Data under study Block Start

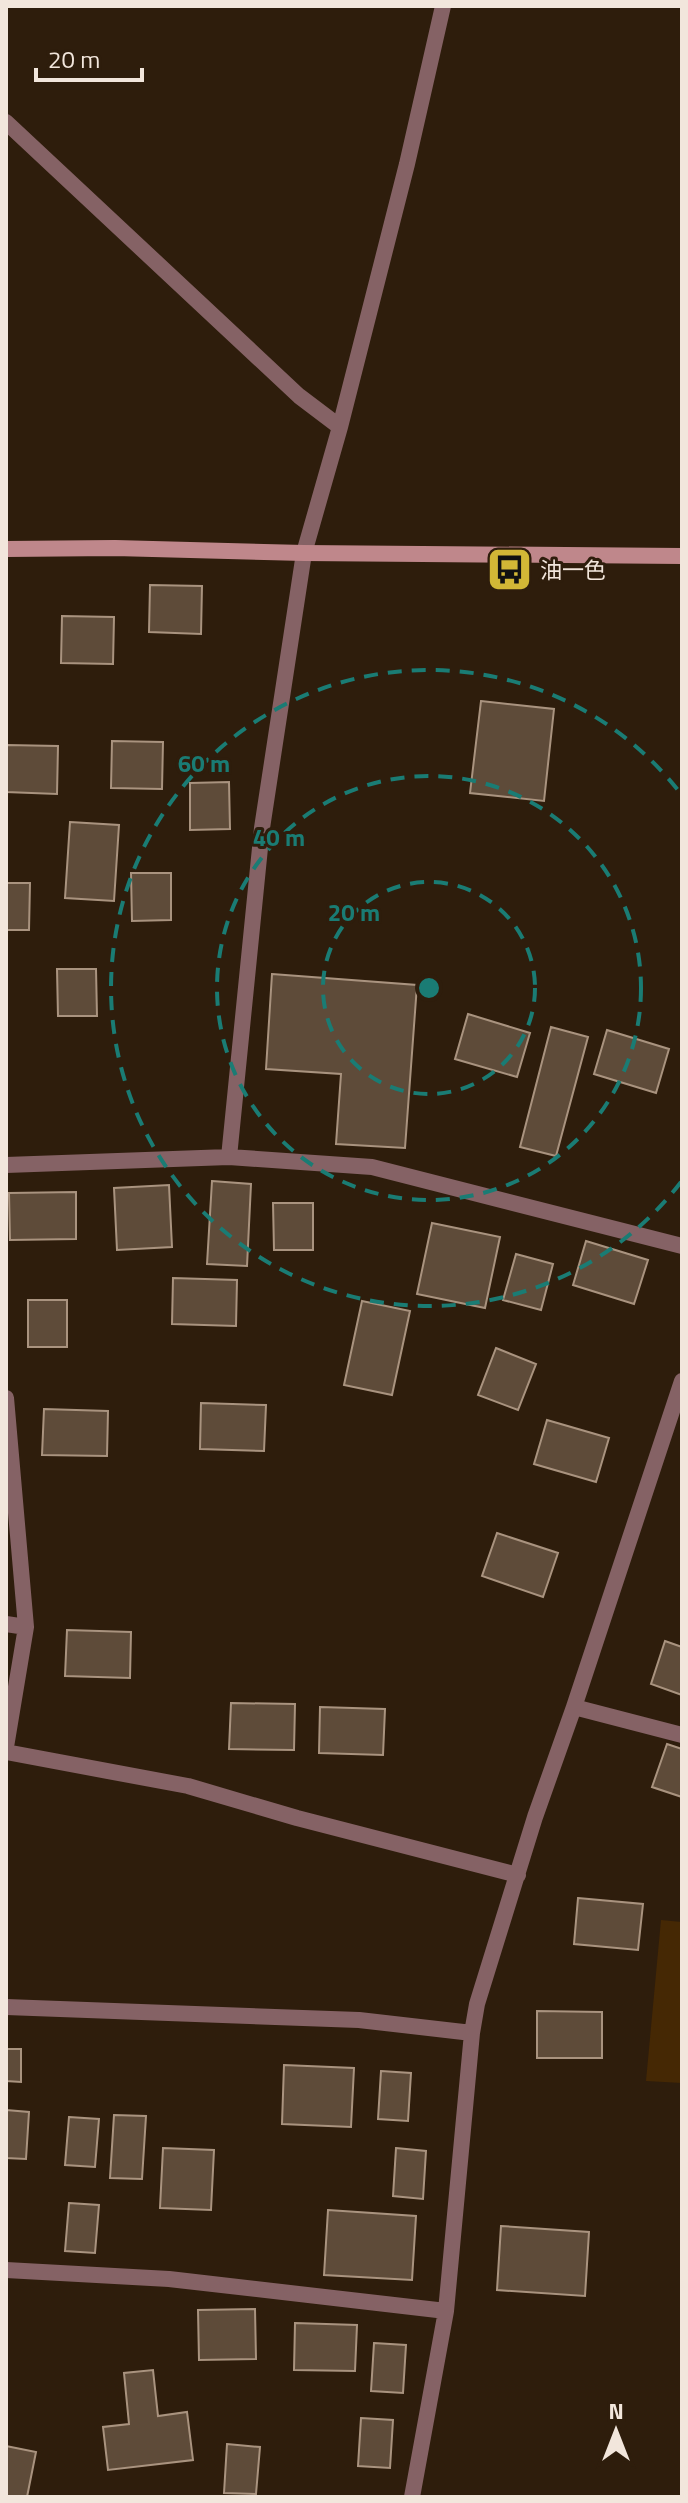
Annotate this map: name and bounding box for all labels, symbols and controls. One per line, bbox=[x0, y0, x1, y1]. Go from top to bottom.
scale bar bbox=[36, 32, 142, 82]
text: 20 m bbox=[48, 41, 100, 77]
bus stop icon: 油一色 bbox=[485, 546, 533, 594]
place label: 油一色 bbox=[540, 553, 606, 587]
text: 60 m bbox=[178, 745, 230, 781]
text: 40 m bbox=[253, 819, 305, 855]
text: 20 m bbox=[328, 894, 380, 930]
centre of rings bbox=[415, 974, 443, 1002]
north arrow bbox=[576, 2391, 656, 2471]
text: N bbox=[608, 2394, 624, 2428]

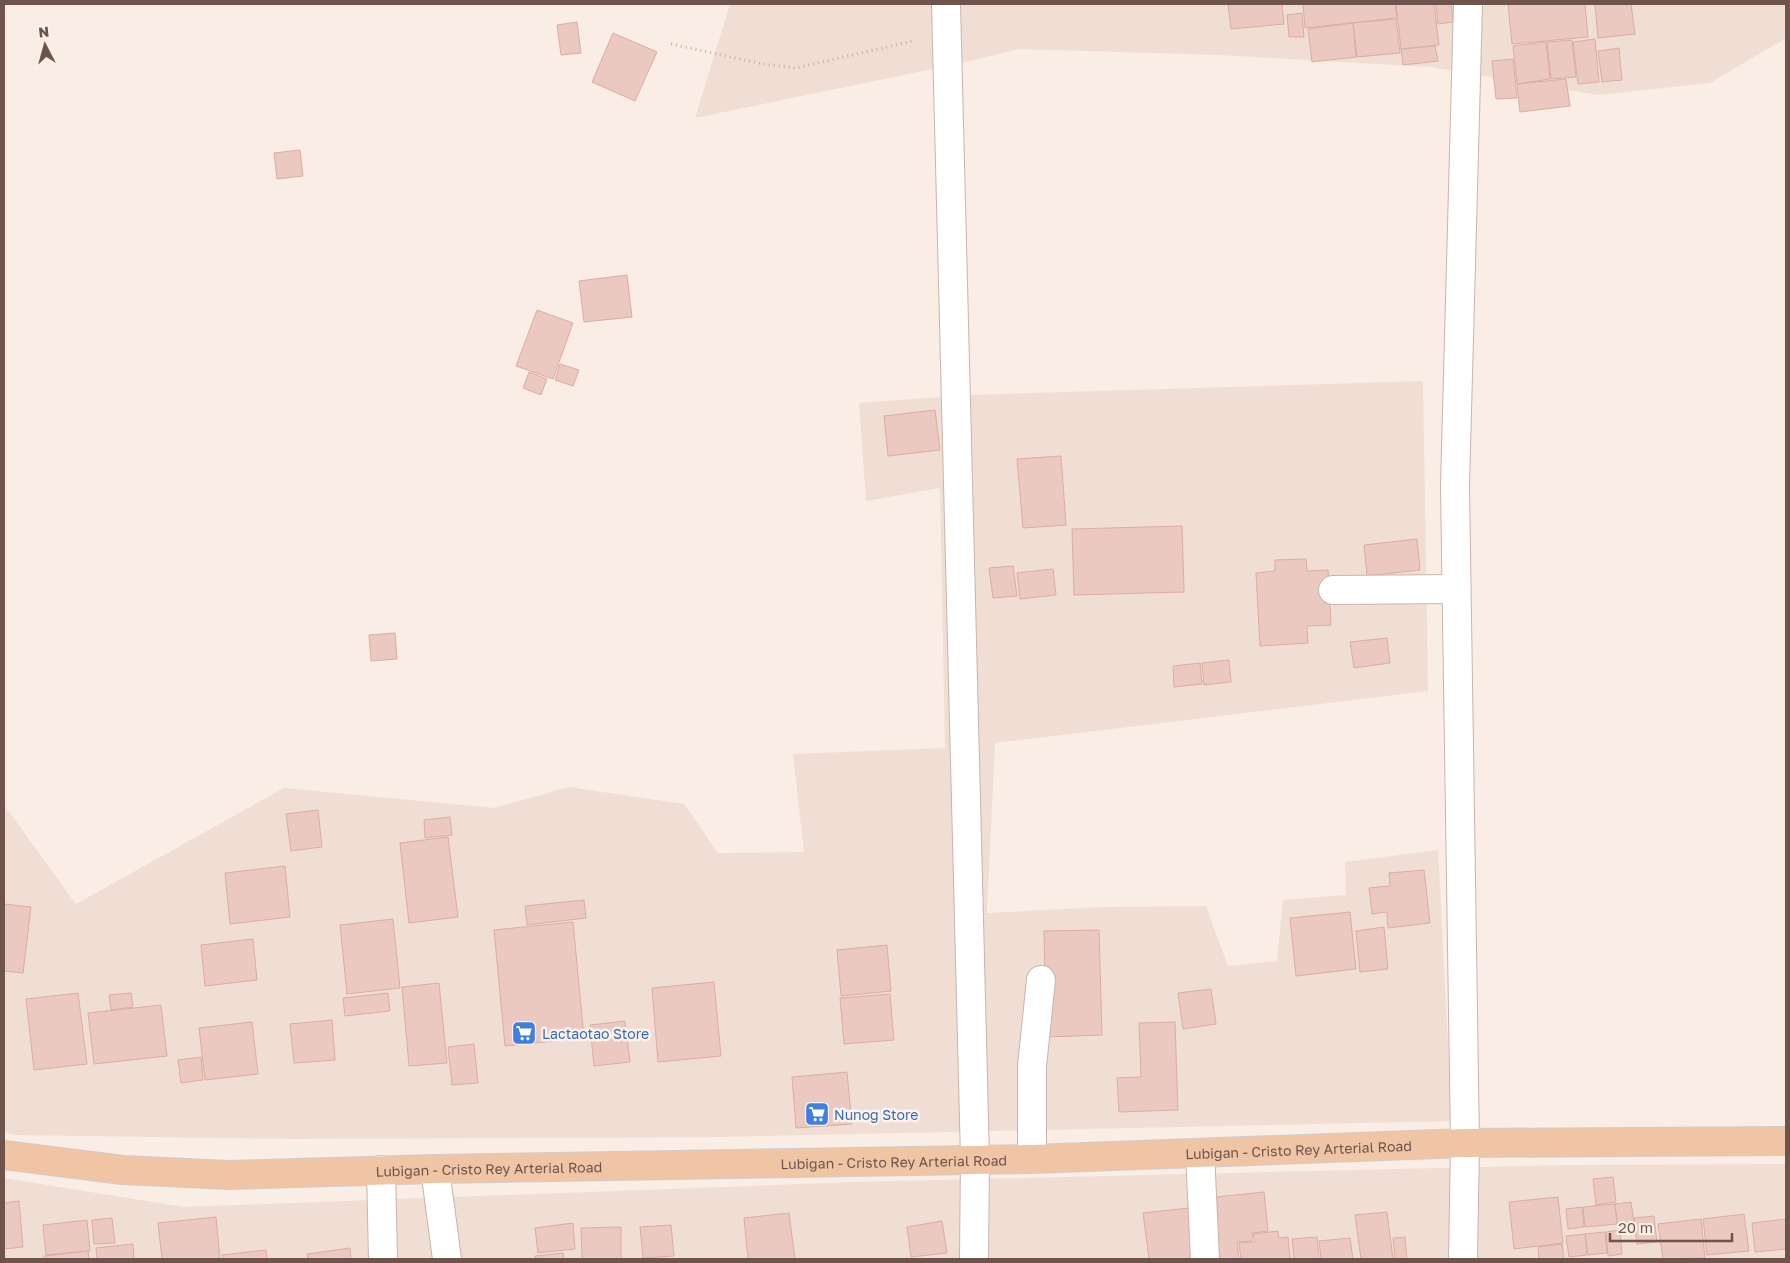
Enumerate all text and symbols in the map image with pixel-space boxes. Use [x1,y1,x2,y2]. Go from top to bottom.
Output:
north arrow [20,20,70,70]
text: N [37,23,50,41]
supermarket icon: Lactaotao Store [511,1020,537,1046]
place label: Lactaotao Store [542,1025,649,1042]
supermarket icon: Nunog Store [804,1101,830,1127]
place label: Nunog Store [834,1106,918,1123]
street label: Lubigan - Cristo Rey Arterial Road [1185,1136,1412,1162]
street label: Lubigan - Cristo Rey Arterial Road [780,1151,1007,1172]
street label: Lubigan - Cristo Rey Arterial Road [375,1158,602,1179]
scale bar [1610,1210,1732,1242]
text: 20 m [1618,1218,1653,1236]

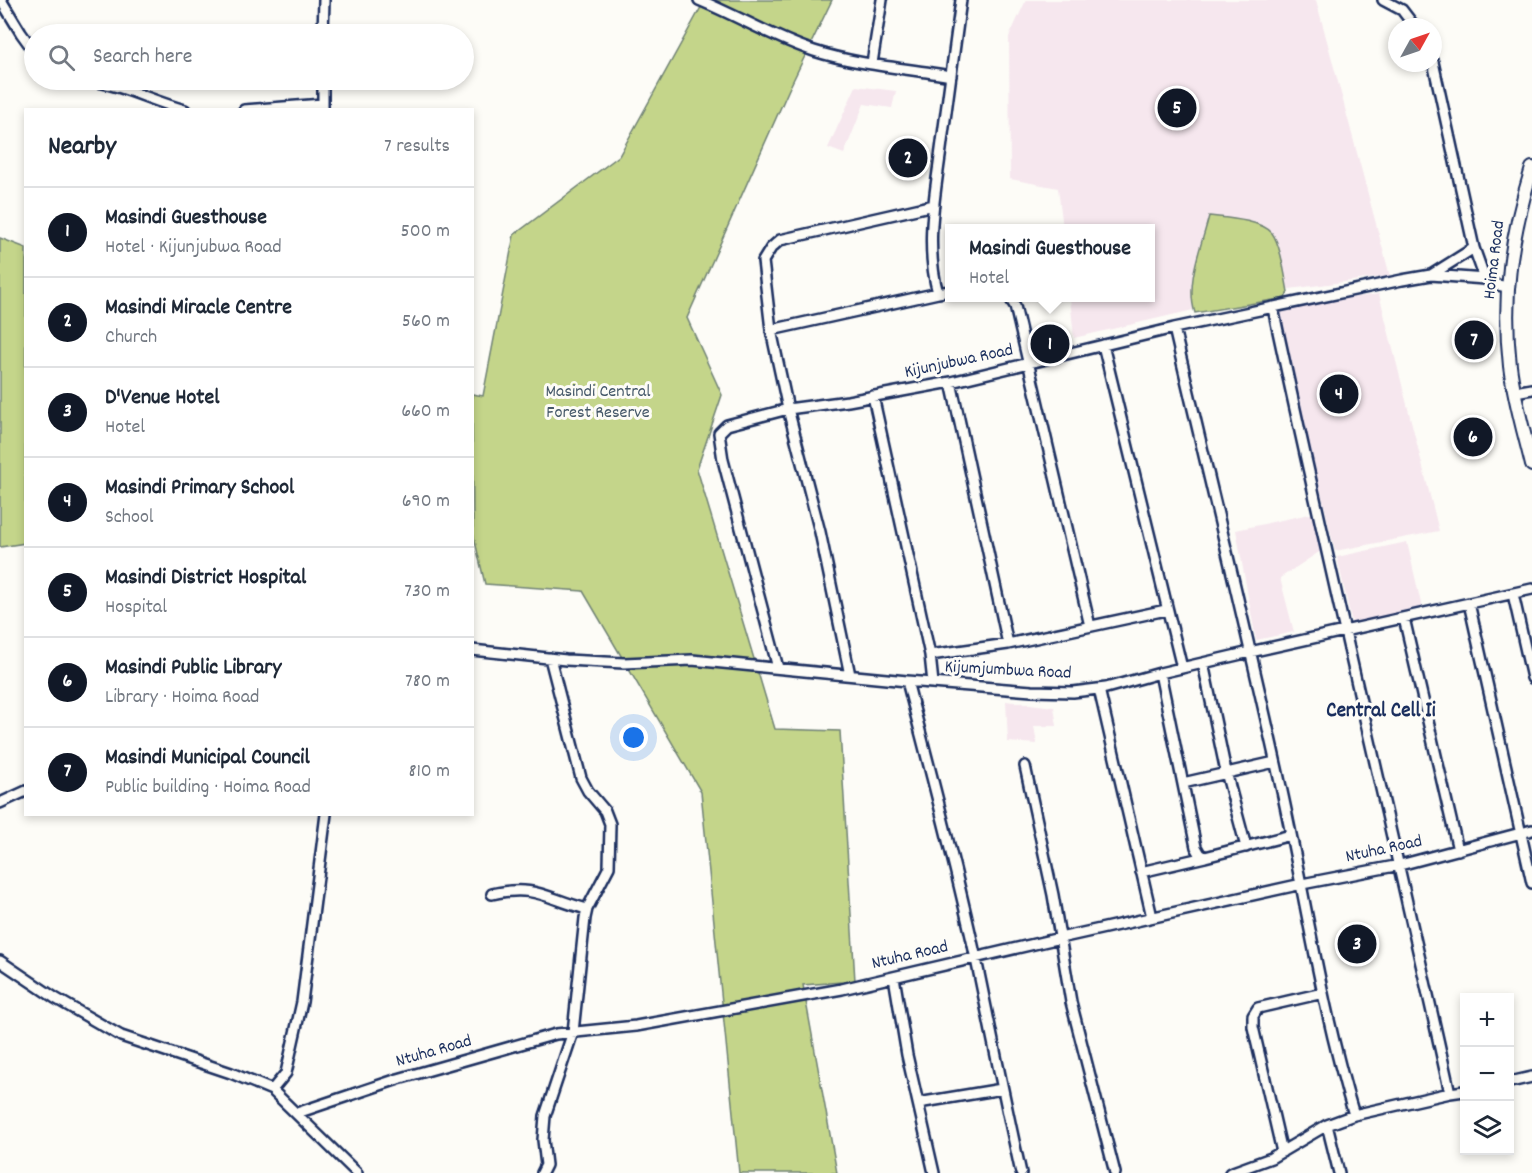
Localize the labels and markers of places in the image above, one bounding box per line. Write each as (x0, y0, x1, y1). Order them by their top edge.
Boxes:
pin: 5 (1158, 86, 1196, 130)
pin: 2 (888, 136, 928, 180)
pin: 7 (1454, 318, 1494, 362)
pin: 1 (1030, 322, 1070, 366)
pin: 4 (1320, 372, 1358, 416)
pin: 6 (1454, 414, 1492, 460)
pin: 3 (1338, 922, 1376, 966)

Data under study Block End

Write out the data word for word, with every picture dropped.

Result of this task
Annotate this map: name and bounding box for all labels, symbols and controls. One per line, bbox=[x0, y0, x1, y1]. Go from top to bottom.
scale bar bbox=[36, 32, 142, 82]
text: 20 m bbox=[48, 41, 100, 77]
bus stop icon: 油一色 bbox=[485, 546, 533, 594]
place label: 油一色 bbox=[540, 553, 606, 587]
text: 60 m bbox=[178, 745, 230, 781]
text: 40 m bbox=[253, 819, 305, 855]
text: 20 m bbox=[328, 894, 380, 930]
centre of rings bbox=[415, 974, 443, 1002]
north arrow bbox=[576, 2391, 656, 2471]
text: N bbox=[608, 2394, 624, 2428]

Enumerate all text and symbols in the map image with pixel-space boxes. Use [x1,y1,x2,y2]. Go from top to bottom.
Output:
north arrow [20,20,70,70]
text: N [37,23,50,41]
supermarket icon: Lactaotao Store [511,1020,537,1046]
place label: Lactaotao Store [542,1025,649,1042]
supermarket icon: Nunog Store [804,1101,830,1127]
place label: Nunog Store [834,1106,918,1123]
street label: Lubigan - Cristo Rey Arterial Road [1185,1136,1412,1162]
street label: Lubigan - Cristo Rey Arterial Road [780,1151,1007,1172]
street label: Lubigan - Cristo Rey Arterial Road [375,1158,602,1179]
scale bar [1610,1210,1732,1242]
text: 20 m [1618,1218,1653,1236]

Localize the labels and markers of places in the image above, one bounding box per line. Write each as (x0, y0, x1, y1). Order them by their top edge.
Boxes:
pin: 5 (1158, 86, 1196, 130)
pin: 2 (888, 136, 928, 180)
pin: 7 (1454, 318, 1494, 362)
pin: 1 (1030, 322, 1070, 366)
pin: 4 (1320, 372, 1358, 416)
pin: 6 (1454, 414, 1492, 460)
pin: 3 (1338, 922, 1376, 966)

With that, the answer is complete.